I know a woman who struggles with a monthly decision to buy a $5 item while at a casino where she has just dropped $1000 in a couple of days of gambling. Her sense is that she is carefully weighing all financial decisions, totally ignoring the major rip in her purse.
I guess it is similar to the beam in the eye versus the splinter in your brother’s. It’s not just our skewed perspective on our own actions, but also that of those around us. Everyone else’s faults are much more heinous, glaring. Not only do we pay more attention to the attitudes, actions of others, but we too often make it our own personal mission to draw their flaws to their attention.
Of course, taking this view could keep us from intervening in lives where it might possibly be warranted, but, that being said, unless the flawed person is your underage child, it is none of your business. There are those, however, who are so mortified by their own flaws, that they feel hypocritical to correct their own children. If we allowed the presence of our own shortcomings to keep us from guiding our children, there would no doubt be beaucoup hellions roaming the streets. Oh, wait, there are!
All the child-rearing advice aside, I personally find it troubling that I can police or perfect the tiniest minutiae in my life to the extent that I miss the glaring, even life-harming behaviors that threaten my very existence.
I guess it is not just whether or not I ignore the destructive actions or attitudes. It’s that I do recognize them and do not feel I have the necessary discipline to make the changes. I have a post grad degree in behavior modification. I know many ways to navigate around negative issues to effect change. It’s just that I don’t seem to be able to use my expert techniques on myself.
A plan, for me, and perhaps you, that comes straight from my training, if not my behavior, deals with choice, which we all have. We can prioritize the activities of every day based on two things. First, decide what you want to accomplish, and establish a firm deadline. Then make sure your actions are choices toward your goals. Don’t be sidetracked by doing things that are not part of your personal game plan.

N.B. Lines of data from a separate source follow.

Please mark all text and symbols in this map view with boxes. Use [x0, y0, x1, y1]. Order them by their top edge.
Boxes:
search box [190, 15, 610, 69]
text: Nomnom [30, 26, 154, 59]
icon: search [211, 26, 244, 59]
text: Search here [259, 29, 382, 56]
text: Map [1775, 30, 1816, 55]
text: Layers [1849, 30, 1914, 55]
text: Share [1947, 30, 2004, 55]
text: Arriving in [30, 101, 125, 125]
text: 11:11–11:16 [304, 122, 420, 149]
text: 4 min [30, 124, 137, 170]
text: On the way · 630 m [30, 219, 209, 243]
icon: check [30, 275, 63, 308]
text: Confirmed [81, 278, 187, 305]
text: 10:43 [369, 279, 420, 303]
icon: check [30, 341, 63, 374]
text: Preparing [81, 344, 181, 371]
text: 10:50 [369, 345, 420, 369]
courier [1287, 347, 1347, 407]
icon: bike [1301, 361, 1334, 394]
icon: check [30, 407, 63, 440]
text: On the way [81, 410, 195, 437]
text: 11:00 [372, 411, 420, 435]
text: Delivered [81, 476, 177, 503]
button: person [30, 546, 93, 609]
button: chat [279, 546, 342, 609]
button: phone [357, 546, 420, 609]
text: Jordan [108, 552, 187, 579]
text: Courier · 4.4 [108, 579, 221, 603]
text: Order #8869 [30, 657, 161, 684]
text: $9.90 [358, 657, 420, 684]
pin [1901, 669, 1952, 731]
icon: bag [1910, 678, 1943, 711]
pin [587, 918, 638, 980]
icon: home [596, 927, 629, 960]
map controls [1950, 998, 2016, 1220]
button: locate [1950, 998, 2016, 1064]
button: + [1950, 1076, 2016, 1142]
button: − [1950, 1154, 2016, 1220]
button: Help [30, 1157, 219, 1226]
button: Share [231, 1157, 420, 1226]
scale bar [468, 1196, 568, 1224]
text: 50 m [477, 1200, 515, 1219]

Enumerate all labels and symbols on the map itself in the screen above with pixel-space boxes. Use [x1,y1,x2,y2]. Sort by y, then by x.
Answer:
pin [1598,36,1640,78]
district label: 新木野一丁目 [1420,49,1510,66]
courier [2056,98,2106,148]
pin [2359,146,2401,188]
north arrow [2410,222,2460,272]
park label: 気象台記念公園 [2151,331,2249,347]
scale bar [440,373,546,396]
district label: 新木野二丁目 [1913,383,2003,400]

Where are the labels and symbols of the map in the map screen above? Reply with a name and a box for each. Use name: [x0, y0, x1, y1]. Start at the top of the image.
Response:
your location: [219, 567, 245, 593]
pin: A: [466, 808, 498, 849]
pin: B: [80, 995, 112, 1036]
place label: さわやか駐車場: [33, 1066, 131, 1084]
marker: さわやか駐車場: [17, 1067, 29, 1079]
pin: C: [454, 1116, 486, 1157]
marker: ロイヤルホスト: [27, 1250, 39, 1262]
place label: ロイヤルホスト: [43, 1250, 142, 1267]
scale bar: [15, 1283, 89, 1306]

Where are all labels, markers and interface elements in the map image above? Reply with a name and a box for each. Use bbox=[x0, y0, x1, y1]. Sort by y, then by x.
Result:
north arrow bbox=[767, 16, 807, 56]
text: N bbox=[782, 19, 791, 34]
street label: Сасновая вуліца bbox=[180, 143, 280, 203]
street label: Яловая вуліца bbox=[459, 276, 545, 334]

Remember as you create a plan that it needs to include a daily time for your health and well-being. Just like the advice we get from the steward on the flights we take; set up your own oxygen before assisting others. What good are we if we have goals to fix the world but don’t live long enough to implement them?
For ordering the rest of your plan, decide what are two accomplishments you aspire to. Efforts toward these goals need to be part of your every day routine. You will get tempted to put out fires, usually other people’s, or even to elevate an activity above those connected to your life vision. Let your goals be your beacons. Keep your eyes on the prize.
The longer you spend establishing these habits, the stronger they will be. New routines can be created with a minimum of effort and discipline. After just three faithful days, habits are born. I will caution that it takes about three times the amount of time to get rid of a bad habit than it took to establish it. But even that is so doable.
It helps to put a time limit on things. I allow for a 15-minute bad day, literally. Likewise, I try to put off doing something I shouldn’t by just 15 minutes. Mostly what we are doing is distracting ourselves from the urgency of our craving, and it works. I reverse it to accomplish tasks that I find onerous. I spend 15 minutes on something I really hate to do. Inevitably I spend much longer than 15 minutes either way. Once re-focused, we get caught up in what we are doing.
I know of some really long-standing bad habits that were broken with the 15-minute rule. My mother-in-law stopped smoking in 15 minutes. That is, over a few months she would put off having her first cigarette 15 minutes later each day. A current commercial notwithstanding, a lot can be accomplished in just 15 minutes.
So, what is your camel?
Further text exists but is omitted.